*** MATERIAL FOR THIS EXERCISE Section Begins ***
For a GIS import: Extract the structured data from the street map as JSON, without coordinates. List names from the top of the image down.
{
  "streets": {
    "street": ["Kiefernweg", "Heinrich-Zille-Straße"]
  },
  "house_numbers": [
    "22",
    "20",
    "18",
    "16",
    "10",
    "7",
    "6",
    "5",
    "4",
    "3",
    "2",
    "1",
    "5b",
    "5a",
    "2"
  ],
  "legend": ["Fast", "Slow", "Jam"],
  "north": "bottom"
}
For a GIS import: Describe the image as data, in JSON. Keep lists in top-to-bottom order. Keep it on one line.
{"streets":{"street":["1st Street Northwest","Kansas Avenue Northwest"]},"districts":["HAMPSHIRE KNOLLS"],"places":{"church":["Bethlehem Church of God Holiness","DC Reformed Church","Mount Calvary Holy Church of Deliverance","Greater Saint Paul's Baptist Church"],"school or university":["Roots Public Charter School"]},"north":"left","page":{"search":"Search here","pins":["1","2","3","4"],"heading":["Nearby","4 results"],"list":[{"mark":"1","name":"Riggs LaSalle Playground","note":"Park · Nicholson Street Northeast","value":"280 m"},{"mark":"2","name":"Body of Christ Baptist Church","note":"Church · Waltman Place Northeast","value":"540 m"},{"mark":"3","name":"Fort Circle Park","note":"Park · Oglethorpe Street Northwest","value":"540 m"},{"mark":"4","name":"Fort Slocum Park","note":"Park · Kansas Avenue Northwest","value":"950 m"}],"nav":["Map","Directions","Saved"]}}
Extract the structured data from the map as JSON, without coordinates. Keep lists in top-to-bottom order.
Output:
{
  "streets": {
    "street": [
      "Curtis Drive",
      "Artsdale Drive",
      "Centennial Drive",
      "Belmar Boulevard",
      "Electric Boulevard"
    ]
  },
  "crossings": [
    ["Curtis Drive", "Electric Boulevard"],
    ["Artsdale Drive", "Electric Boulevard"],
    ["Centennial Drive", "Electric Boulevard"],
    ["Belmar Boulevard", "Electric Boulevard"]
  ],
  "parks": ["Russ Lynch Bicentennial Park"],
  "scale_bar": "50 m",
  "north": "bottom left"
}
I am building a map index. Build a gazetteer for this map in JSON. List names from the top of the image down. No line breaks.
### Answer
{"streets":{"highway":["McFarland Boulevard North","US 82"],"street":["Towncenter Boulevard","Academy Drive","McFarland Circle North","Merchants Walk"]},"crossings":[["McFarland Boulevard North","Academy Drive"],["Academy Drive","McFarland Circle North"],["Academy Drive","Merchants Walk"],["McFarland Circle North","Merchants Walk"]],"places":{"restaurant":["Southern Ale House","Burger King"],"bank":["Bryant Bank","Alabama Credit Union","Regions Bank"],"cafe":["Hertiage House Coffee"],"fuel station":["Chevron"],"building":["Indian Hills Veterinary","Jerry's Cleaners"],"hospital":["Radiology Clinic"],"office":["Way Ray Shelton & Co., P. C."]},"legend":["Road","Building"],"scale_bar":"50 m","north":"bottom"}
*** MATERIAL FOR THIS EXERCISE Section Ends ***
#### WHAT YOU NEED TO DO:
For this exercise, please output exactly the lines above starting at the line with "For a GIS import: Describe" and ending at the line with "Extract the structured data from the map", ends included.

#### TASK RESULT:
For a GIS import: Describe the image as data, in JSON. Keep lists in top-to-bottom order. Keep it on one line.
{"streets":{"street":["1st Street Northwest","Kansas Avenue Northwest"]},"districts":["HAMPSHIRE KNOLLS"],"places":{"church":["Bethlehem Church of God Holiness","DC Reformed Church","Mount Calvary Holy Church of Deliverance","Greater Saint Paul's Baptist Church"],"school or university":["Roots Public Charter School"]},"north":"left","page":{"search":"Search here","pins":["1","2","3","4"],"heading":["Nearby","4 results"],"list":[{"mark":"1","name":"Riggs LaSalle Playground","note":"Park · Nicholson Street Northeast","value":"280 m"},{"mark":"2","name":"Body of Christ Baptist Church","note":"Church · Waltman Place Northeast","value":"540 m"},{"mark":"3","name":"Fort Circle Park","note":"Park · Oglethorpe Street Northwest","value":"540 m"},{"mark":"4","name":"Fort Slocum Park","note":"Park · Kansas Avenue Northwest","value":"950 m"}],"nav":["Map","Directions","Saved"]}}
Extract the structured data from the map as JSON, without coordinates. Keep lists in top-to-bottom order.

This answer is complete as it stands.